3 disadvantages of normalisation
- It is a complex process to create the database structure.
- Can generate more tables than an unnormalised database which will mean a more complex database.
- It is necessary to assign more relationships to interact with larger numbers of tables.
What is validation?
Validation ensures that data/ input is sensible and reasonable. It does not check the accuracy of data.
What is verification?
Verification is used to ensure that the data entered exactly matches the original source.
2 Methods of Verification
- Double entry- Entering the data twice and comparing the two copies.
- Proofreading data- Someone checking the data entered against the original document.
- Referential integrity- For two tables that are linked together, records that include a foreign key can only exist if there is a corresponding primary key.
What is a data dictionary?
A file containing descriptions of the structure and attributes of data items stored in a database. It is a tool used by data managers.
What is data mining?
Data mining refers to the process of discovering patterns in large data sets. (Big data) It combines AI, statistics and database systems.
What is big data?
Big data is a term associated with data sets that are so complex that traditional databases and other processing applications are unable to capture, curate, manage and process them within an acceptable time frame.
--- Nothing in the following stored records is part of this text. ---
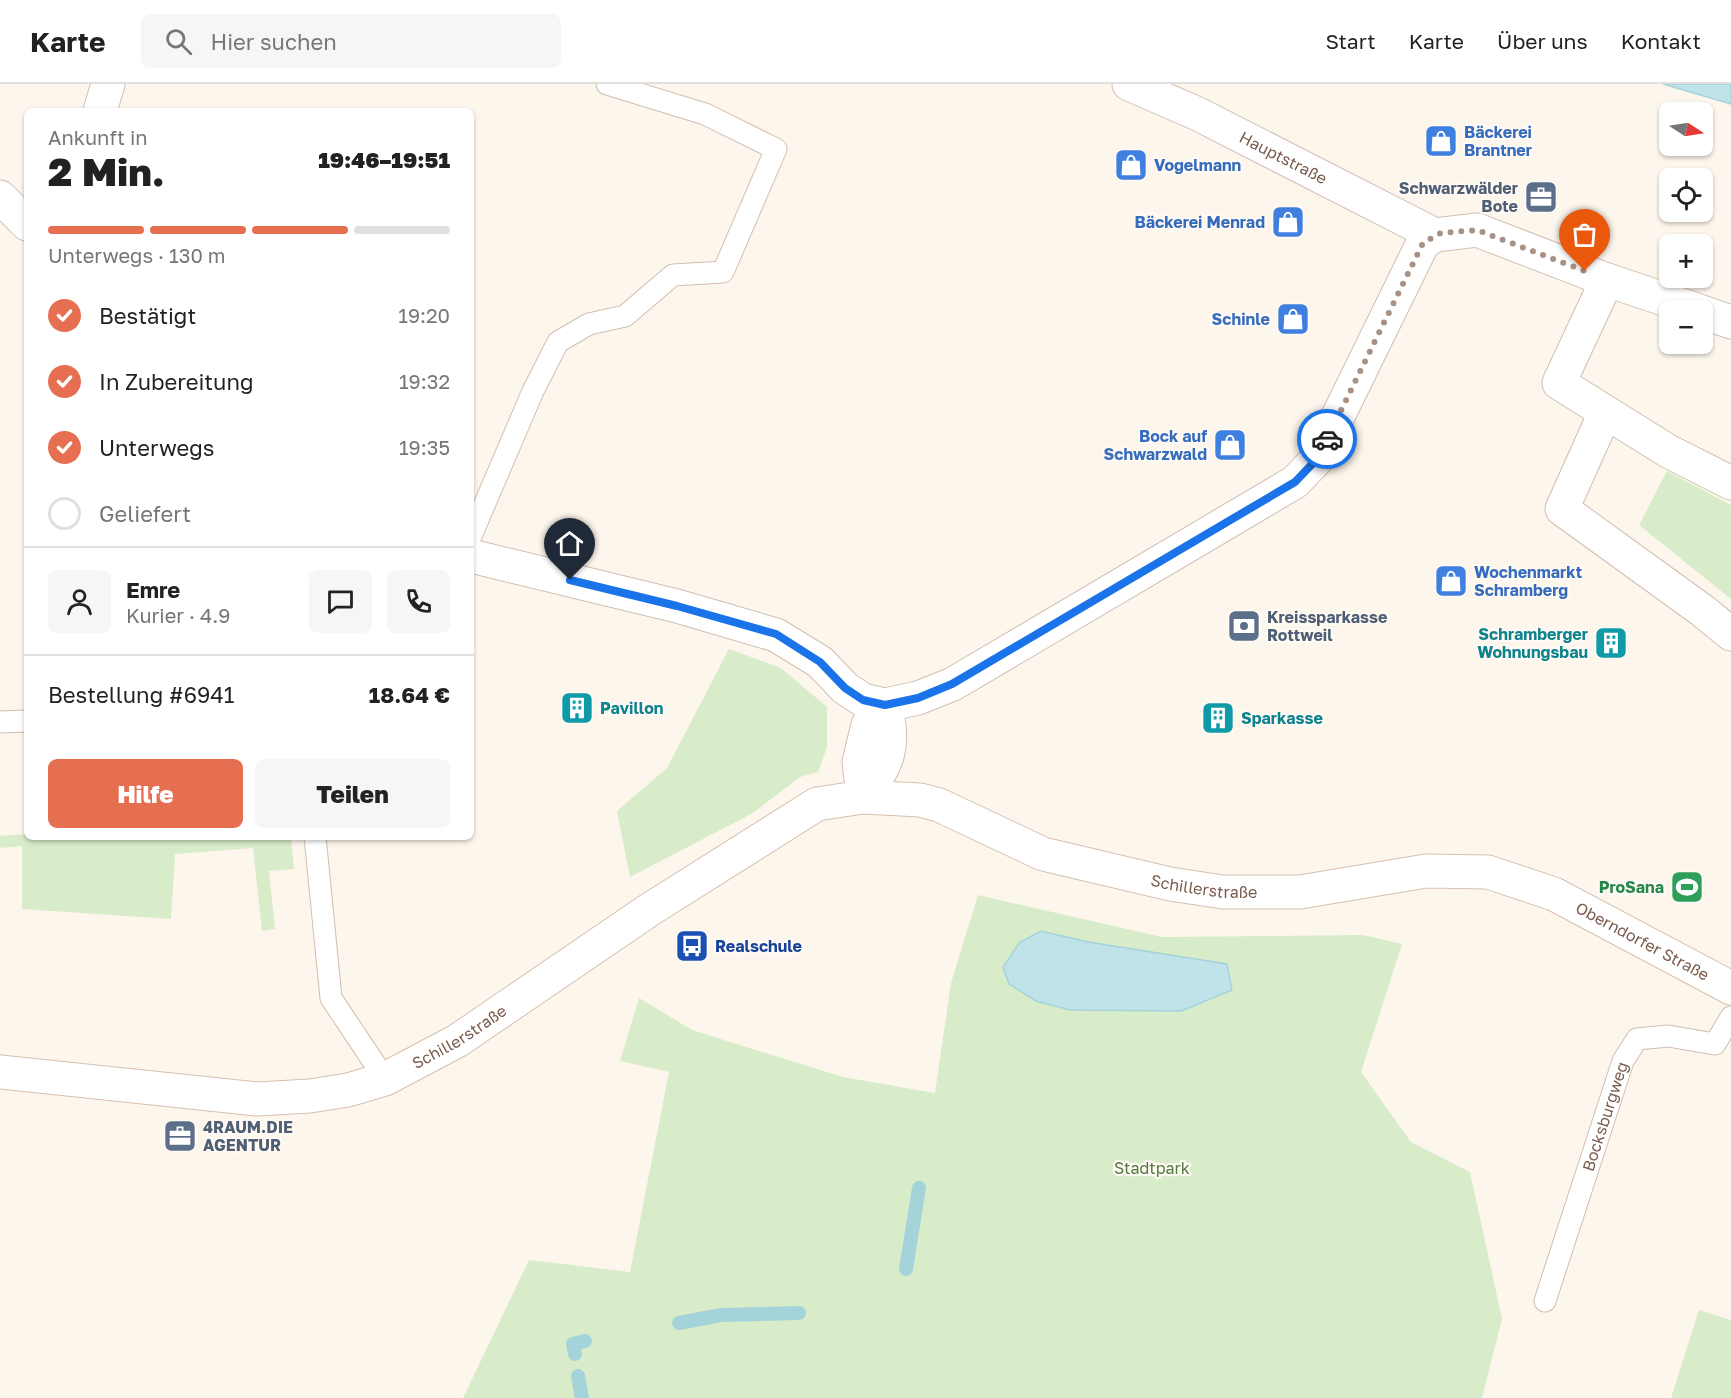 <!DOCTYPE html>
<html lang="de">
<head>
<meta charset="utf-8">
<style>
  :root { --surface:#fff; --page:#f6f6f6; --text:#222; --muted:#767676; --line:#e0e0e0; --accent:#e76f51 }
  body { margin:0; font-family:"Golos Text",sans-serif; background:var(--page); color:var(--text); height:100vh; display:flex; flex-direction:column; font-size:22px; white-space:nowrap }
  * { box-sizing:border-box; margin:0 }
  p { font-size:20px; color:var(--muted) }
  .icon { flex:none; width:33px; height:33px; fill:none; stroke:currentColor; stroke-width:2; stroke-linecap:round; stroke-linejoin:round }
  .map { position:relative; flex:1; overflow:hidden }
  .drawer { position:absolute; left:24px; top:24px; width:450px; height:732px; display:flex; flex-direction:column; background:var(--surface); border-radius:9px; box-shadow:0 2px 4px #0004 }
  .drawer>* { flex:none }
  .needle { width:39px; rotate:102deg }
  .controls { position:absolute; left:1659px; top:18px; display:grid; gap:12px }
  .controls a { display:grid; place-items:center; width:54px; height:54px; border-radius:9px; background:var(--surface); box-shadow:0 2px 4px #0004; font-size:30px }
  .pin { position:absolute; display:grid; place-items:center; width:51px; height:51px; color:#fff; margin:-62px -26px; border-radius:50% 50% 50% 0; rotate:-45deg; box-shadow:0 0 6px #0007 }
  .pin .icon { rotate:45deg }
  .courier { position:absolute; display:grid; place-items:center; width:60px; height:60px; margin:-30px; border:4px solid #1a73e8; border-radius:50%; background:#fff; color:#222; box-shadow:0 2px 8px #0007 }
  .head em { font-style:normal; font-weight:800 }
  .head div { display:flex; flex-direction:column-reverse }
  .head { display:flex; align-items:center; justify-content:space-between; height:102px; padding:0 24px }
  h1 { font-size:39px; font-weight:800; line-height:45px }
  .bar { display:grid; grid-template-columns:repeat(4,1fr); gap:9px 6px; align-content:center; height:72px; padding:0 24px }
  .bar i { height:8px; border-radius:4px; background:var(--line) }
  .bar .current { background:var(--accent) }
  .bar p { grid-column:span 4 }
  .line { display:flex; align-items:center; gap:15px; padding:0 24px; border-top:2px solid var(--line) }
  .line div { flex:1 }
  .round { display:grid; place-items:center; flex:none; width:63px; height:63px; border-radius:9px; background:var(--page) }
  ol { padding:0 24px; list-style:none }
  li { display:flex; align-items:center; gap:18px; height:66px }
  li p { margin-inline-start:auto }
  li .icon { padding:6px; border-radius:50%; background:var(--accent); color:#fff; stroke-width:4 }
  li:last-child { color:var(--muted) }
  li i { width:33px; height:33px; border:3px solid var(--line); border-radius:50% }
  .cta { display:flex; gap:12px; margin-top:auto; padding:12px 24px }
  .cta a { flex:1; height:69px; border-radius:9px; background:var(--accent); color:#fff; font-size:24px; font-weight:800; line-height:69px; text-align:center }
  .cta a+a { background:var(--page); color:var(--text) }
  header { display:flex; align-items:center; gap:36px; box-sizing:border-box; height:84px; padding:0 30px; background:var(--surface); border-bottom:2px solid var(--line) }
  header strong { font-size:28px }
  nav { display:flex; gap:33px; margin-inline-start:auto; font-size:21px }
  .search { width:420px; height:54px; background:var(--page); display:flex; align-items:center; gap:15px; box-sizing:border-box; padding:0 21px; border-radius:9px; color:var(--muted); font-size:22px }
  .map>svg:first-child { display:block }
</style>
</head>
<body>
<header>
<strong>Karte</strong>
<div class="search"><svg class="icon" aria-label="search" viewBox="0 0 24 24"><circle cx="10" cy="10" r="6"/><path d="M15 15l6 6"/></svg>Hier suchen</div>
<nav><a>Start</a><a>Karte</a><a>Über uns</a><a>Kontakt</a></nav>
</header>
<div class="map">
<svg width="1731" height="1314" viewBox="0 0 1731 1314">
  <rect width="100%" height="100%" fill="#fdf6ec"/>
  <path fill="#d8ecc9" d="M 1667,387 L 1731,421 L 1731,515 L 1639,441 Z
    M 729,565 L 781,584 L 827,623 L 827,663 L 818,688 L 800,693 L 753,729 L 630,793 L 617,727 L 667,684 Z
    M 27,750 L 27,753 L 291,753 L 294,785 L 269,787 L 275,845 L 262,847 L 253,764 L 175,770 L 171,835 L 22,825 L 22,762 L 0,764 L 0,752 Z
    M 978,811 L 1162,853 L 1363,851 L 1402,860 L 1361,988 L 1411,1058 L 1470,1088 L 1502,1235 L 1482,1314 L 463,1314 L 529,1176 L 630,1188 L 669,988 L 620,977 L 639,914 L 692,946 L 843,993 L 935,1009 L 951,899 Z
    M 1699,1226 L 1731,1236 L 1731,1314 L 1671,1314 Z"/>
  <path fill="#bfe3e8" stroke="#a5d3da" stroke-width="1.5" d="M 1663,0 L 1731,0 L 1731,20 Z
    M 1041,847 L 1088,858 L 1227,880 L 1232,906 L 1181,927 L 1070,926 L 1036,917 L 1009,900 L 1003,883 L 1020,858 Z"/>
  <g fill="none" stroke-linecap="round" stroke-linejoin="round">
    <path stroke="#a5d3da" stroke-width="14" d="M 906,1185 L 919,1104
      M 679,1239 L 721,1231 L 799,1229
      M 575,1270 L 573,1260 L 585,1257
      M 578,1292 L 582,1314"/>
    <g stroke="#d1beb0" stroke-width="23">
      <g id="lane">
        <path d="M 471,452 L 533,307 L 558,258 L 589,240 L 625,232 L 673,191 L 723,188 L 776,65 L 705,30 L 607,0"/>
        <path d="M 0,638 L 27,637"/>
        <path d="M 315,753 L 331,914 L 385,995"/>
        <path id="s1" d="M 1545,1217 L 1623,977 L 1637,955 L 1668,952 L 1715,960 L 1731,933"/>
      </g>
    </g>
    <g stroke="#d1beb0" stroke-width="35">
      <g id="street">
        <path id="s2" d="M 1129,0 L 1198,30 L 1435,151"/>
        <path d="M 100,27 L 108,0"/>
        <path d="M 0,113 L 27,140"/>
        <path d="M 1607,196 L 1559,299 L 1668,367 L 1731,399"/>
        <path d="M 1702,228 L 1731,238"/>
        <path d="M 1605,329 L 1562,425 L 1703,527 L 1731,550"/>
        <path d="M 471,472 L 677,522 L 776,551 L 820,578 L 845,604 L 863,616 L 885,621"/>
        <path d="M 863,713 L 859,678 L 868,641 L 885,621 L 918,614 L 953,600 L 1295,398 L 1317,375 L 1419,167 L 1423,159 L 1435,151 L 1477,146 L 1607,196 L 1697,226"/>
        <path d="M 863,713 C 888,681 896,662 885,621"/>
      </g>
    </g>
    <g stroke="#d6c0b0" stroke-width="35">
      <g id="secondary">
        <path id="s3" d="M 0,988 L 257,1015 L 310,1012 L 348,1006 L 385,995 L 457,957 L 649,826 L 817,720 L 863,713 L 920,716 L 939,721 L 1043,770 L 1170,800 L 1223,808 L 1300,808 L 1426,787 L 1488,788 L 1554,810 L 1731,904"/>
      </g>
    </g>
    <use href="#lane" stroke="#fff" stroke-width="21"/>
    <use href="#street" stroke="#fff" stroke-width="33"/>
    <use href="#secondary" stroke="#fff" stroke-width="33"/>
  </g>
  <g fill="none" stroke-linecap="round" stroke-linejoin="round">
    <path stroke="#a89285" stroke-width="6" stroke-dasharray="0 10.8" d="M 1327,355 L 1423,159 L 1441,149 L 1477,146 L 1585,187"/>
    <path stroke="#1a73e8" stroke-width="8" d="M 570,496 L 677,522 L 776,550 L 820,578 L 845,604 L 863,616 L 885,621 L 918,614 L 952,600 L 1295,398 L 1317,375 L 1327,355"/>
  </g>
  <defs>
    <g id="shop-square" transform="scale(1.725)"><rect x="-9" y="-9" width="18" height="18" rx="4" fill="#3f7fe0" stroke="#fffaf3"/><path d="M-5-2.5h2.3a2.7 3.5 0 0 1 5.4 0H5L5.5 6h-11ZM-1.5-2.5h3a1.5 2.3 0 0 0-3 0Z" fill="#fff"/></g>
    <g id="office-square" transform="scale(1.725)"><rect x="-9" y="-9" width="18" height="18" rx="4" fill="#5c6f8a" stroke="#fffaf3"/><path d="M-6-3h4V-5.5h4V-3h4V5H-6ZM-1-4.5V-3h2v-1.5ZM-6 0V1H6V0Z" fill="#fff"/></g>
    <g id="bank-square" transform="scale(1.725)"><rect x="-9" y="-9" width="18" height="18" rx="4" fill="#5c6f8a" stroke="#fffaf3"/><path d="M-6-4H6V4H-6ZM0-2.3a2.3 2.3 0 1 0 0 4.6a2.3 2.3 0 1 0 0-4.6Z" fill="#fff"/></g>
    <g id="building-square" transform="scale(1.725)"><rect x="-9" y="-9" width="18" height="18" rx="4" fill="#0f9aa8" stroke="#fffaf3"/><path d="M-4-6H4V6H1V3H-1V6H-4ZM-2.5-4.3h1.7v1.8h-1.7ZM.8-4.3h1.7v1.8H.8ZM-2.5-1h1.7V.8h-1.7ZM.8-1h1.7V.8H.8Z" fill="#fff"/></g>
    <g id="stadium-square" transform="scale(1.725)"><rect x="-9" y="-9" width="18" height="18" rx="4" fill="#2e9e5b" stroke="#fffaf3"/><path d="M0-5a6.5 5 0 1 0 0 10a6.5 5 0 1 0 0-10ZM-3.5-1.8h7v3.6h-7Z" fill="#fff"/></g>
    <g id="bus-square" transform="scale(1.725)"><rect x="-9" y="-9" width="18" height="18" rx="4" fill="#1a4fb4" stroke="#fffaf3"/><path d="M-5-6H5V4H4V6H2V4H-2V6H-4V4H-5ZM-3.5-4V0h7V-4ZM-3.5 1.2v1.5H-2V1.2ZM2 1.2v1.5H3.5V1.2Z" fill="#fff"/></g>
  </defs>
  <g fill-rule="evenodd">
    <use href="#shop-square" x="1441" y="57"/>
    <use href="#shop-square" x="1131" y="81"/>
    <use href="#office-square" x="1541" y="113"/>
    <use href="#shop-square" x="1288" y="138"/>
    <use href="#shop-square" x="1293" y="235"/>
    <use href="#shop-square" x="1230" y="361"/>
    <use href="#shop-square" x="1451" y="497"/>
    <use href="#bank-square" x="1244" y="542"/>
    <use href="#building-square" x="1611" y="559"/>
    <use href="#building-square" x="577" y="624"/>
    <use href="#building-square" x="1218" y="634"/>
    <use href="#stadium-square" x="1687" y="803"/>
    <use href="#bus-square" x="692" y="862"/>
    <use href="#office-square" x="180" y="1052"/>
  </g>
  <g text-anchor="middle" stroke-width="4.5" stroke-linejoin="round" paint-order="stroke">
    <g font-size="16" font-weight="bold" fill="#366cbe" stroke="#fffaf3" text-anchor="start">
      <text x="1464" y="54">Bäckerei<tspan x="1464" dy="18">Brantner</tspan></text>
      <text x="1154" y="87">Vogelmann</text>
      <text x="1265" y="144" text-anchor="end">Bäckerei Menrad</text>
      <text x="1270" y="241" text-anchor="end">Schinle</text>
      <text x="1207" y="358" text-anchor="end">Bock auf<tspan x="1207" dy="18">Schwarzwald</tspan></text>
      <text x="1474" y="494">Wochenmarkt<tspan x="1474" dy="18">Schramberg</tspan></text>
    </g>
    <g font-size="16" fill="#7a5c4d" stroke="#fffaf3">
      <text dy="6" stroke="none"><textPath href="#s2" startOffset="171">Hauptstraße</textPath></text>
      <text dy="6" stroke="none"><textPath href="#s3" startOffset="1304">Schillerstraße</textPath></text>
      <text dy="6" stroke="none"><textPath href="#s3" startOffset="1760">Oberndorfer Straße</textPath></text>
      <text dy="6" stroke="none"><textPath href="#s3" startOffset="474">Schillerstraße</textPath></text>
      <text dy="6" stroke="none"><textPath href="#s1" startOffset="194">Bocksburgweg</textPath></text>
    </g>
    <g font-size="16" font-weight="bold" fill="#4e5e75" stroke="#fffaf3" text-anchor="start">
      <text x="1518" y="110" text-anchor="end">Schwarzwälder<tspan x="1518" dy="18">Bote</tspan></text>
      <text x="1267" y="539">Kreissparkasse<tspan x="1267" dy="18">Rottweil</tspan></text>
      <text x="203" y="1049">4RAUM.DIE<tspan x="203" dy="18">AGENTUR</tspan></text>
    </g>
    <g font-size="16" font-weight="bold" fill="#0d838f" stroke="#fffaf3" text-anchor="start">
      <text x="1588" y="556" text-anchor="end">Schramberger<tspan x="1588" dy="18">Wohnungsbau</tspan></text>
      <text x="600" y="630">Pavillon</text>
      <text x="1241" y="640">Sparkasse</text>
    </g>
    <g font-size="16" font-weight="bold" fill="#27864d" stroke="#fffaf3" text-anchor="end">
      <text x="1664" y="809">ProSana</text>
    </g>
    <g font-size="16" font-weight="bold" fill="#164399" stroke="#fffaf3" text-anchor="start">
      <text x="715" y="868">Realschule</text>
    </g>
    <g font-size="16" fill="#537a41" stroke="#fffaf3">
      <text x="1152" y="1090">Stadtpark</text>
    </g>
  </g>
</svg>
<div class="controls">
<a><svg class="needle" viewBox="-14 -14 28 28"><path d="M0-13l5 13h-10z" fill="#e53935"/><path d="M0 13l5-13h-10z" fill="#767676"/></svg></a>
<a><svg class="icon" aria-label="locate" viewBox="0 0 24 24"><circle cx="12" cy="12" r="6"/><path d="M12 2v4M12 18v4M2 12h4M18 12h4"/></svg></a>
<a>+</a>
<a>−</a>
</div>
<div class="pin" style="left:1585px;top:187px;background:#ea580c"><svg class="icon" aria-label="bag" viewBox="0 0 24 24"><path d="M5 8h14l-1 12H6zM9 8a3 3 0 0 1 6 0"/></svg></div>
<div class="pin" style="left:570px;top:496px;background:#1f2937"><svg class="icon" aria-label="home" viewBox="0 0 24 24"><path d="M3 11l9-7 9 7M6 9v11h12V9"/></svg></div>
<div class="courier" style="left:1327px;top:355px"><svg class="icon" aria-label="car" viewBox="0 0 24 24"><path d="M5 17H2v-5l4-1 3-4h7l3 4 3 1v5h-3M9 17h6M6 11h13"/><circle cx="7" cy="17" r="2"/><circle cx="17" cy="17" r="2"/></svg></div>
<section class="drawer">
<div class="head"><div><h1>2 Min.</h1><p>Ankunft in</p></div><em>19:46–19:51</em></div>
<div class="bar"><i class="current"></i><i class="current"></i><i class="current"></i><i></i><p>Unterwegs · 130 m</p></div>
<ol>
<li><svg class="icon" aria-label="check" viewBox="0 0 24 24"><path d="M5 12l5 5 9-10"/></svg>Bestätigt<p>19:20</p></li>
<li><svg class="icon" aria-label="check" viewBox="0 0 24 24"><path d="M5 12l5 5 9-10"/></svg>In Zubereitung<p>19:32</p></li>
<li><svg class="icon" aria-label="check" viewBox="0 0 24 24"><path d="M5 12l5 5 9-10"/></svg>Unterwegs<p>19:35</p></li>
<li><i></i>Geliefert</li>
</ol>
<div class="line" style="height:108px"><a class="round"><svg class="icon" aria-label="person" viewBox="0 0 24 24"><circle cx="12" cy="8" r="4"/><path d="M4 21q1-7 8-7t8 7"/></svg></a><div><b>Emre</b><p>Kurier · 4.9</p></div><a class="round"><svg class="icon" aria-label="chat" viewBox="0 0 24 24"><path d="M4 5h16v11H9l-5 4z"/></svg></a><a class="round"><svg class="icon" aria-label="phone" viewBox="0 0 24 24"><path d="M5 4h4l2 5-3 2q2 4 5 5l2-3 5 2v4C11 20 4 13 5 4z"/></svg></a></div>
<div class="line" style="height:78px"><div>Bestellung #6941</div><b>18.64 €</b></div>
<div class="cta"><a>Hilfe</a><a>Teilen</a></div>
</section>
</div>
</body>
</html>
What are the 3 stages of data mining?
Big data gathering
Big data storage
Big data Processing and Analysis
Explain big data gathering.
Consumer companies actively scan social media websites to decipher user preferences, choices and perceptions towards their brands.
Explain big data storage
Using big data may require an organisation to store data sets in the range of terabytes to many petabytes. Big data practitioners such as Google and Facebook all run what are known as hyperscale computing environments which consist of a vast number of servers each with Direct Attached Storage (DAS) - essentially lots of hard drives or flash storage devices.
Explain big data processing and analysis.
Big data processing techniques analyse data sets at terabyte or even petabyte scale. Some methods are cluster analysis, anomaly detection, summarisation.